#### Information shown
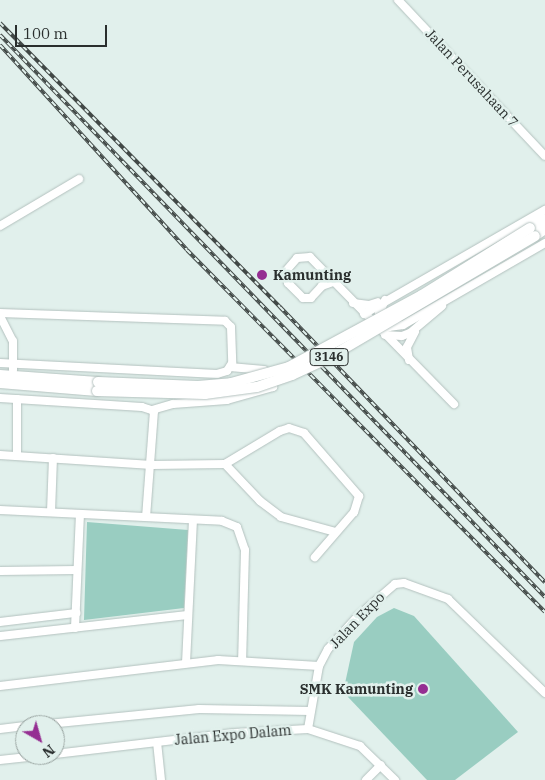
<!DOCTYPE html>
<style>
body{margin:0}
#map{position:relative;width:545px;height:780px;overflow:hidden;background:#e1f0ec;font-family:"IBM Plex Serif",serif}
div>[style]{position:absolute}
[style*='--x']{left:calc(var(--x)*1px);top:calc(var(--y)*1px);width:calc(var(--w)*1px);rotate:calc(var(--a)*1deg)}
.green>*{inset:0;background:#99cdc1}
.roads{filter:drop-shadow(0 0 1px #b3c1be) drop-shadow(0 0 1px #b3c1be)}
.minor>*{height:8px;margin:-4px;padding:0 4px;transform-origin:4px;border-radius:4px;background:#fff}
.major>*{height:10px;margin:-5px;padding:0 5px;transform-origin:5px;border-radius:5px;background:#fff}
.rail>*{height:4px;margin-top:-2px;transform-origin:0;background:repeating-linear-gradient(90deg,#e1f0ec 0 5.5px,#414846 0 11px);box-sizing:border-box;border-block:1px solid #414846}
.bridges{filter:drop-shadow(0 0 1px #b3c1be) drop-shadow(0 0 1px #b3c1be)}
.major-bridge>*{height:10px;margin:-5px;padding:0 5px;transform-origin:5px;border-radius:5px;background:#fff}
.dots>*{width:14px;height:14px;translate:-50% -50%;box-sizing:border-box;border:2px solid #e1f0ec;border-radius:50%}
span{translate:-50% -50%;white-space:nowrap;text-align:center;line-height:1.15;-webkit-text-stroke:5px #e1f0ec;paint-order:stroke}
.shield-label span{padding:1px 4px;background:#e1f0ec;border:1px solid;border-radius:4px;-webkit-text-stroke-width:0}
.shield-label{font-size:12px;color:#2a2f2e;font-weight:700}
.street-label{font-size:14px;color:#2a2f2e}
.poi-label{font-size:14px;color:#2a2f2e;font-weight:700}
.left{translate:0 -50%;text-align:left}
.right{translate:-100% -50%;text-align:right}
.north{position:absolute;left:15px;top:715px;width:50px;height:50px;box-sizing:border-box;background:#e1f0ec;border:1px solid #98a3a0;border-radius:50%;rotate:142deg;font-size:14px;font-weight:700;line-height:20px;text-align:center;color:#2a2f2e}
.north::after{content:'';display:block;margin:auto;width:18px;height:22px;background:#952e92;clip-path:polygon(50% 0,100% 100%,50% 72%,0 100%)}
.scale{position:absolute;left:15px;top:25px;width:92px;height:22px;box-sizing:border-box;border:2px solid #2a2f2e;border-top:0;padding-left:6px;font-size:15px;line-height:18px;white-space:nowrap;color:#2a2f2e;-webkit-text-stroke:4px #e1f0ec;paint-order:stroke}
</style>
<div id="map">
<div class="green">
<i style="clip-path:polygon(87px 522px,188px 530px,184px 608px,84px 620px)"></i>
<i style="clip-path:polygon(394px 608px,414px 616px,518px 732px,455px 780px,427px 780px,348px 697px,344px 688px,354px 642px,377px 617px)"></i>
</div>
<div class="roads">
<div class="minor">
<i style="--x:398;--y:0;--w:214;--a:46.7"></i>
<i style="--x:0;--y:226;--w:92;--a:-30.7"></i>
<i style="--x:333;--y:282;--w:12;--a:160"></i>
<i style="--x:322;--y:286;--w:16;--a:133"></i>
<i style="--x:311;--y:298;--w:8;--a:180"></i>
<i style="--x:303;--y:298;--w:21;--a:-135"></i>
<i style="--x:288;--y:283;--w:11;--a:-105"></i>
<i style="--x:285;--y:272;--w:18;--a:-49"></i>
<i style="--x:297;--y:258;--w:13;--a:-4"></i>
<i style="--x:310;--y:257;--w:206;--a:45.6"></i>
<i style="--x:385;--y:300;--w:15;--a:113"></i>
<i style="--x:379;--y:314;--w:10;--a:66"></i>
<i style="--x:383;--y:323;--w:7;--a:34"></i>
<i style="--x:389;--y:327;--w:14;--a:-8"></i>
<i style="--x:403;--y:325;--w:164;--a:-30"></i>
<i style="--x:353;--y:303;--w:16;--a:7"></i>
<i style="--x:369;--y:305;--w:9;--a:-18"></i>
<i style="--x:0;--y:313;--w:225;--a:2"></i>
<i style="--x:225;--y:321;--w:8;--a:45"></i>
<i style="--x:231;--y:327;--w:36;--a:88"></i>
<i style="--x:232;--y:363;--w:9;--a:122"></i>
<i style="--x:227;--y:371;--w:10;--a:163"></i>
<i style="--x:217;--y:374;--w:217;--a:-177.1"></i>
<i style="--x:364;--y:314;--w:209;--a:-29.9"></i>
<i style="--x:0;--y:316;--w:28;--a:63"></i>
<i style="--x:13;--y:341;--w:29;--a:90"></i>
<i style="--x:385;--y:335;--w:17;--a:3"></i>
<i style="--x:402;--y:336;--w:9;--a:-21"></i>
<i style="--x:410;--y:333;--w:42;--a:-40.2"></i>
<i style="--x:409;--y:360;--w:13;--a:-99"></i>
<i style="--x:407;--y:347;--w:17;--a:-62"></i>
<i style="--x:0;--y:398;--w:142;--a:3.6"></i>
<i style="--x:142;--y:407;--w:13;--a:18"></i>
<i style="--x:154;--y:411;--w:106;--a:94.3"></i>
<i style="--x:17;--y:399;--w:57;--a:90"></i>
<i style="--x:152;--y:410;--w:22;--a:-16"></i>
<i style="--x:173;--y:404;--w:54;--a:-4.2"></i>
<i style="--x:227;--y:400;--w:48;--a:-15.8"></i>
<i style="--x:273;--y:387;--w:19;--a:-118"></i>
<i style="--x:264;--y:370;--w:34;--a:-175"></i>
<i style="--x:0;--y:455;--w:152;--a:3.8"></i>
<i style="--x:152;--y:465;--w:73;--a:-0.8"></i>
<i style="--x:225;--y:464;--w:51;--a:46.6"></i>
<i style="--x:260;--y:501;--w:26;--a:37"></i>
<i style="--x:281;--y:517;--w:56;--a:15.5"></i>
<i style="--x:225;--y:464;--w:64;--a:-31"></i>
<i style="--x:280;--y:431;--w:9;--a:-18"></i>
<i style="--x:289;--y:428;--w:16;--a:18"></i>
<i style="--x:304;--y:433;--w:84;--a:48.9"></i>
<i style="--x:359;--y:496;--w:17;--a:107"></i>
<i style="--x:354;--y:512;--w:60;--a:130.9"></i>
<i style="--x:0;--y:510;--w:222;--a:2.8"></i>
<i style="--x:222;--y:521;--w:16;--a:22"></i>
<i style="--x:237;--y:527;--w:24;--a:71"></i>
<i style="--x:245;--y:550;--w:111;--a:91.5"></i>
<i style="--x:51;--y:512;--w:54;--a:-87.9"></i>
<i style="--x:0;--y:571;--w:77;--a:-0.7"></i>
<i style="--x:0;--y:622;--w:77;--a:-6.8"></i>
<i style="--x:75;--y:628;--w:114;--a:-87.5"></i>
<i style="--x:0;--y:636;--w:189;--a:-6.4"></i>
<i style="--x:186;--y:663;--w:143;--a:-87.2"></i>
<i style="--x:0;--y:686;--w:220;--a:-6.8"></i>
<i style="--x:218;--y:660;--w:101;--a:3.4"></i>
<i style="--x:38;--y:725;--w:162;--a:-5.7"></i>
<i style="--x:199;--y:709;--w:111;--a:1"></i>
<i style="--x:0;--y:729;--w:25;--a:-7"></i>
<i style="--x:308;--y:729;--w:64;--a:-80.1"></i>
<i style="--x:319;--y:666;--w:19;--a:-62"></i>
<i style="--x:328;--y:649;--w:45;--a:-47.7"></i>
<i style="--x:358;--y:616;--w:49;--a:-40.9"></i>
<i style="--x:395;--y:584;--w:9;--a:-6"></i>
<i style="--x:404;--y:583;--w:47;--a:20"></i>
<i style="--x:448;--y:599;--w:135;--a:44.1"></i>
<i style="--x:157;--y:742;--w:38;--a:84"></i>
<i style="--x:55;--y:754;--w:180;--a:-6.7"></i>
<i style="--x:234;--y:733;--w:74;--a:-3.1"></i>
<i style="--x:308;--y:729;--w:55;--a:18.1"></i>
<i style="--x:360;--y:746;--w:49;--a:44.2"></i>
<i style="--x:0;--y:760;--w:47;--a:-6.1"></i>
<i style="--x:366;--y:780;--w:21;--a:-45"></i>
</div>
<div class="major">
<i style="--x:530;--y:228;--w:17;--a:-31"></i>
<i style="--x:535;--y:236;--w:12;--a:-35"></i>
<i style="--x:0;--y:375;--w:98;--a:4.1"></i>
<i style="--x:0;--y:383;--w:97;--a:4.7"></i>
</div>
</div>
<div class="rail">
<i style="--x:0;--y:23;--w:399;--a:45.4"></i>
<i style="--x:280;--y:307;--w:382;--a:46.1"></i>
<i style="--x:0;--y:35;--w:783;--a:45.88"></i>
<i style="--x:0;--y:45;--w:277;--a:47.6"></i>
<i style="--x:187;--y:250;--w:509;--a:45.32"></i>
</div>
<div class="bridges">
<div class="major-bridge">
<i style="--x:98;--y:382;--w:100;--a:2.3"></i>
<i style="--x:198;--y:386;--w:33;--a:-5"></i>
<i style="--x:231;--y:383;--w:60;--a:-15.4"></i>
<i style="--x:289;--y:367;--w:151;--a:-28.4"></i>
<i style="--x:422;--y:295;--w:127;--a:-31.8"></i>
<i style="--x:97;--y:391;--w:108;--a:1.6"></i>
<i style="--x:205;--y:394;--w:52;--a:-7.7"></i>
<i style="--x:257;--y:387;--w:37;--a:-19"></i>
<i style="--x:292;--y:375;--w:40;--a:-25"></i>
<i style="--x:328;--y:358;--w:240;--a:-30.5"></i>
</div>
</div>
<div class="dots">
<i style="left:262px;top:275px;background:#952e92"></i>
<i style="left:423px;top:689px;background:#952e92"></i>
</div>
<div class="shield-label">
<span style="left:329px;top:357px">3146</span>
</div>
<div class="street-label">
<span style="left:472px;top:78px;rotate:47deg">Jalan Perusahaan 7</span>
<span style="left:357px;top:620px;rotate:-46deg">Jalan Expo</span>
<span style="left:233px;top:735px;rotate:-5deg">Jalan Expo Dalam</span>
</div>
<div class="poi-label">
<span class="left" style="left:273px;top:275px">Kamunting</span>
<span class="right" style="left:413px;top:689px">SMK Kamunting</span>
</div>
<div class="north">N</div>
<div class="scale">100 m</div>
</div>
########
* **Work to complete**:
Lines that contain "roads" should be pulled from the entries above and reported.

* **Response to this task**:
.roads{filter:drop-shadow(0 0 1px #b3c1be) drop-shadow(0 0 1px #b3c1be)}
<div class="roads">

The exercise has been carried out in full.